Mr Elfyn Llwyd argued back that, “these provisions will disproportionately affect the most vulnerable in society, particularly people from ethnic minorities.”
Joan Ruddock also identified that her constituents “are people who need advice on immigration, on welfare and on housing” and asked “Where am I to send them? How are they to get justice with the provisions in [the] Bill on legal aid and on no win, no fee?”
The second section of the Bill aims to reform civil litigation and implement many of the proposals laid out by Lord Justice Jackson. The changes include removing the recoverability of success fees and After-the-Event (ATE) insurance premiums, increasing general damages by 10% and capping success fees at 25%.
The Labour response to the proposed changes was strong. Sadiq Khan, the Shadow Justice Minister, described the Bill as “incoherent, inconsistent and obsessed with cutting costs.” He went on to attack the proposals, explaining how the government’s motivation is driven by “their zeal to fix the so-called compensation culture.”
Khan’s deputy, Andy Slaughter continued:
“Turning to the Government’s meddling with civil litigation, they justify the need to upend no-win, no-fee by reference to the compensation culture.
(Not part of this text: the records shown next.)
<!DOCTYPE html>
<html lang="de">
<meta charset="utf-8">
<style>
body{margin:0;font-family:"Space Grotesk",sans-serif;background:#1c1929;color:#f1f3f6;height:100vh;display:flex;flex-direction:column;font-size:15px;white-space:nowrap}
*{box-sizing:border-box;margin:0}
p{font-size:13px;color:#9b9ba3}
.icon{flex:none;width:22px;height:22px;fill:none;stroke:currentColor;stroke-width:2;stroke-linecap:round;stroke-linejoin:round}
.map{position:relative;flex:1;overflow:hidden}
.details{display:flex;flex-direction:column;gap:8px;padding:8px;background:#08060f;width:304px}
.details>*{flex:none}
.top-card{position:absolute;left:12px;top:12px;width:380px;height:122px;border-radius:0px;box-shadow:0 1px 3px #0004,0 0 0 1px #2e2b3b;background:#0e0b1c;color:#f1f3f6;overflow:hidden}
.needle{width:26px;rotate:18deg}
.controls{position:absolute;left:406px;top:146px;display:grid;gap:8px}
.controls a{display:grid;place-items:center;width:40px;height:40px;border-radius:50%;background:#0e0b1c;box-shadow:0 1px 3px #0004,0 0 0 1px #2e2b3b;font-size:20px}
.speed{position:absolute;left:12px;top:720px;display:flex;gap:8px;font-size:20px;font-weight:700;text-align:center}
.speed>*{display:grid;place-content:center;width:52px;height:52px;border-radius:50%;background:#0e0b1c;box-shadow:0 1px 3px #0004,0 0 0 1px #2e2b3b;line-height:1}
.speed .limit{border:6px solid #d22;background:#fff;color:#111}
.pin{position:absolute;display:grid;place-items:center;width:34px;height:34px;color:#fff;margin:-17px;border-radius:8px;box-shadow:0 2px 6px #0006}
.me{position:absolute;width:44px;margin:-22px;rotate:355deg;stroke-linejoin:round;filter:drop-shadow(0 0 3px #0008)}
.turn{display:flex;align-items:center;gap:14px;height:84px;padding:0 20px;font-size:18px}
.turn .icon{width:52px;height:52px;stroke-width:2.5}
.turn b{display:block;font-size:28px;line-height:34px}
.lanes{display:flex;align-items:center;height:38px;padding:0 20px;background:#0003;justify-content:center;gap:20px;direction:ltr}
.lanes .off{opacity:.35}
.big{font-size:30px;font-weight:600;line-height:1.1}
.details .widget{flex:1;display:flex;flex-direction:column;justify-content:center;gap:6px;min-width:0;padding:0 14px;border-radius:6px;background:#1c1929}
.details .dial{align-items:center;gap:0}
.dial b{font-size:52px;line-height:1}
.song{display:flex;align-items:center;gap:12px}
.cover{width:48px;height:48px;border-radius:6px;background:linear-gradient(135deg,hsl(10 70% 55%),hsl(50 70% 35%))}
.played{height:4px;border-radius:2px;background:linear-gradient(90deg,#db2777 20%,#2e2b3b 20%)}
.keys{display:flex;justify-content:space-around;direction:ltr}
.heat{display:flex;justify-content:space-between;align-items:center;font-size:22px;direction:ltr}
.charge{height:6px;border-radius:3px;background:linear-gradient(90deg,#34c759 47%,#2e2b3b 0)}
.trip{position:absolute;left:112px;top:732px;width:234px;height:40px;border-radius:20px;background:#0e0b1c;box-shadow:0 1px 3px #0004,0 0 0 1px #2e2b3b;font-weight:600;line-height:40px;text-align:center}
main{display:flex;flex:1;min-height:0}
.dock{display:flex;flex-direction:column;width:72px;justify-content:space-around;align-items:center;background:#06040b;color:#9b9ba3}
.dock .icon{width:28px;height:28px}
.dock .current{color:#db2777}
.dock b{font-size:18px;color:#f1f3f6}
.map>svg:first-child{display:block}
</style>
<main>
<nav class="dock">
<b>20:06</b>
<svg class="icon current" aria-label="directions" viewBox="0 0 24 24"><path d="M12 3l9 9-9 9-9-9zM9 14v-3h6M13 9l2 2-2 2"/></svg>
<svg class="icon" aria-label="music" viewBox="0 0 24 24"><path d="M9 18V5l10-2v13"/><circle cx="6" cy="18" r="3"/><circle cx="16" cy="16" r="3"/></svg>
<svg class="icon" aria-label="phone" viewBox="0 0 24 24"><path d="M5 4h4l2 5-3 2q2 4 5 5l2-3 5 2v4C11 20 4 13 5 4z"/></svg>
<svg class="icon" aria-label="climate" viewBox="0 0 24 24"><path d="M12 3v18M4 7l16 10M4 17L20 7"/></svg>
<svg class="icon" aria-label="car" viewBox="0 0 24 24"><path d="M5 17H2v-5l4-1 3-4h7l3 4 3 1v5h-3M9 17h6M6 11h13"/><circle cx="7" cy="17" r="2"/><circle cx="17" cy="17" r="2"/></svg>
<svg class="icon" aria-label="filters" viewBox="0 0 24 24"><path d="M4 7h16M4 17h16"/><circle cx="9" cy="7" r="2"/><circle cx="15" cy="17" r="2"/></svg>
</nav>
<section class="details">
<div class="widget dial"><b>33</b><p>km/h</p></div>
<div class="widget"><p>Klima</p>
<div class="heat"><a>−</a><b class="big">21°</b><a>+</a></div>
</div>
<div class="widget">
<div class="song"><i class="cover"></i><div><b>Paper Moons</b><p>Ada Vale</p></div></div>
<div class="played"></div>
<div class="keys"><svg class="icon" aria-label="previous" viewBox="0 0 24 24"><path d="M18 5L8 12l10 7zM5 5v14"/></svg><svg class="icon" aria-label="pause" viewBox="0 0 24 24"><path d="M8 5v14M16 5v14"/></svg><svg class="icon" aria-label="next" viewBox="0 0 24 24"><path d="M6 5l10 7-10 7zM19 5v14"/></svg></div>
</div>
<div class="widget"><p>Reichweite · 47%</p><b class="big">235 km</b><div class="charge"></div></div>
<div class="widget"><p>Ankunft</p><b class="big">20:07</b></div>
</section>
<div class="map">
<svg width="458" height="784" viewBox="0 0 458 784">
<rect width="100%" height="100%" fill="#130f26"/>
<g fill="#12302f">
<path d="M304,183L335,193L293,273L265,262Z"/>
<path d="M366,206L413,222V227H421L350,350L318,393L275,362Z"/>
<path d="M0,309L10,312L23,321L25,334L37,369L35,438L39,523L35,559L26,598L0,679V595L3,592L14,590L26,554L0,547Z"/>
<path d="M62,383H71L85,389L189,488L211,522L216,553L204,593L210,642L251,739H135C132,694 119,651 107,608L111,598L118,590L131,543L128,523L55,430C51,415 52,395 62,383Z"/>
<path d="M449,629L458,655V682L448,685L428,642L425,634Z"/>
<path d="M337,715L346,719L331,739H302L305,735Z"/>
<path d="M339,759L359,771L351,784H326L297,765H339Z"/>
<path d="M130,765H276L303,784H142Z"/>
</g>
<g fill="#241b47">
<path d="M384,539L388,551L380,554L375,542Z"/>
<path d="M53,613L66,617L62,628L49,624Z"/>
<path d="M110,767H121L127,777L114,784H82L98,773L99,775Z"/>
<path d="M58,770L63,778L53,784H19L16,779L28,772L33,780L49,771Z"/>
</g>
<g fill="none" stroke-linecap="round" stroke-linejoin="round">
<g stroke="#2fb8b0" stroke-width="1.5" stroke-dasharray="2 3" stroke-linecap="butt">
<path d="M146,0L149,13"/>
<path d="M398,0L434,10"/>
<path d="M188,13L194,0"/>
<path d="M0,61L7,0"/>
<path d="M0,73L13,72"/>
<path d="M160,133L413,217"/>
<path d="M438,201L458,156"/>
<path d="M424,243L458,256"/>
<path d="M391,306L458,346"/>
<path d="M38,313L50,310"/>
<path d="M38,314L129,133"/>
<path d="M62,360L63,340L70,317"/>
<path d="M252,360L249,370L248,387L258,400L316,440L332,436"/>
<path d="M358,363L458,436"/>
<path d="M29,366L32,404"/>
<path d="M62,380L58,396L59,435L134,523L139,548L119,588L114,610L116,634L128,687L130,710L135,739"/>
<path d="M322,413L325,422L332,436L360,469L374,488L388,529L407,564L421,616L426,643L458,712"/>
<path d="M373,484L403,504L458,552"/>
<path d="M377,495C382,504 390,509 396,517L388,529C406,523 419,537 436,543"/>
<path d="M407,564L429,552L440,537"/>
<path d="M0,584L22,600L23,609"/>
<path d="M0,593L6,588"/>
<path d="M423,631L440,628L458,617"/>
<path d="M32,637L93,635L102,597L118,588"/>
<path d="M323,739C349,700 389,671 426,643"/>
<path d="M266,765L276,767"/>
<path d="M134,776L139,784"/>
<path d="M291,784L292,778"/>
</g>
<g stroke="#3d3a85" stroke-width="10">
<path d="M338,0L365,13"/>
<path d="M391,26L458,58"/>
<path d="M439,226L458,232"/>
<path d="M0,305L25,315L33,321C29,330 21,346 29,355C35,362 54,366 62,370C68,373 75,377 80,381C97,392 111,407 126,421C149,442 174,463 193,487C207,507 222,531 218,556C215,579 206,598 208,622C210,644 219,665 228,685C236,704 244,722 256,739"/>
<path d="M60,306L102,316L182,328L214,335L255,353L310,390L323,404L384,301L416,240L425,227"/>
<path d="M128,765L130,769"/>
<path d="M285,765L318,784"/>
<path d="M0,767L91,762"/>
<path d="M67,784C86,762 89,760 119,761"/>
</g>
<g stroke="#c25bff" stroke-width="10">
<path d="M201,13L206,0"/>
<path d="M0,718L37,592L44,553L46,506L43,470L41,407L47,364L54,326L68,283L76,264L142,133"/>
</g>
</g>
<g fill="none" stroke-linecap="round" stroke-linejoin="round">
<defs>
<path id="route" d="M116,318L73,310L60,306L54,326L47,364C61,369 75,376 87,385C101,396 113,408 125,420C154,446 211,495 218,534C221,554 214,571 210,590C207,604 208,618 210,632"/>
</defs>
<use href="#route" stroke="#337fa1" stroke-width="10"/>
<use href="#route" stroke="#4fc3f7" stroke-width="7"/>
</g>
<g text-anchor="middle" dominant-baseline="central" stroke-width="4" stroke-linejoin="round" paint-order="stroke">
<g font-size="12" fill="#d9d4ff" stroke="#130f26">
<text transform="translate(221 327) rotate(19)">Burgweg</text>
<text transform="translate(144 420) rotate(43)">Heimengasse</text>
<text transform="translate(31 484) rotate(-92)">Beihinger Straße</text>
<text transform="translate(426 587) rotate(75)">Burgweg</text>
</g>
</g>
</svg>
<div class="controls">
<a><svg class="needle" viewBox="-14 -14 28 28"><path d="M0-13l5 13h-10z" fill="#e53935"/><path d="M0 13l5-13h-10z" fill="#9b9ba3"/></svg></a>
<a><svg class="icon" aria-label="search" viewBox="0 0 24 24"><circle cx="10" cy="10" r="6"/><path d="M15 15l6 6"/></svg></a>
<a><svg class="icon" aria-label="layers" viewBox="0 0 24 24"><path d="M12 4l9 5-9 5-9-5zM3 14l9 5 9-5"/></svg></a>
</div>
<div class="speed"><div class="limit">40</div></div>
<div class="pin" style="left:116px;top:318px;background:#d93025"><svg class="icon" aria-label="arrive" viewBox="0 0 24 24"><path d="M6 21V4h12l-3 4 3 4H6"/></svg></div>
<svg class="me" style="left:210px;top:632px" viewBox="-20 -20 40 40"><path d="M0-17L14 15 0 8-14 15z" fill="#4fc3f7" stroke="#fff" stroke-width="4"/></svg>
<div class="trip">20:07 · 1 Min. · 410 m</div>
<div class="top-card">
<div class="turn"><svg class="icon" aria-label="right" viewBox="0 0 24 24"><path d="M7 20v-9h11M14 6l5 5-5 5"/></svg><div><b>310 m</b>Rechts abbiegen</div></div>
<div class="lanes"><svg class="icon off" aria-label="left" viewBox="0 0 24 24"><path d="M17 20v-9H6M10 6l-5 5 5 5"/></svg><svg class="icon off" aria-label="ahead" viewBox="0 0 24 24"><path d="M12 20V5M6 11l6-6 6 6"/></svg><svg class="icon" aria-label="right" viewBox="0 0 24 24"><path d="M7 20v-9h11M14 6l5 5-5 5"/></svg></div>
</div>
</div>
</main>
“The Government are legislating to fit false perceptions. A system that allows people on moderate incomes to access justice is being overturned to please the insurance industry and large corporations.
“While the justification for reform may be imagined, the victims are all too real: children brain-damaged by medical negligence, workers injured by unsafe machinery or suffering industrial disease.”
With specific regard to the small concession of keeping recoverability for disbursement-only ATE insurance premiums in clinical negligence cases, Sir Alan Beith noted that “it is not clear to those who understand the system that there would be a viable market in after-the-event insurance in such a narrow field, when it has been abolished in other areas.” An important point, as legal insurers do not see a feasible way to provide this type of cover.
A large portion of the debate was taken up by referral fees, which was odd as they are not covered by the Bill. Several MP’s called them a “scandal” and Jack Straw quoted a solicitor who described them as a “form of legalised bribery.” He went on to say that they drove up costs and premiums and brought into question the “integrity of the whole of the motor insurance industry.”
So all in all, many of the concerns raised were for the victims who either through the legal aid cuts or civil litigation reforms will be worse off and have limited access to justice. As Baroness Hale stated in the run-up to the second reading, the Bill will have “disproportionate effect upon the poorest and most vulnerable in society".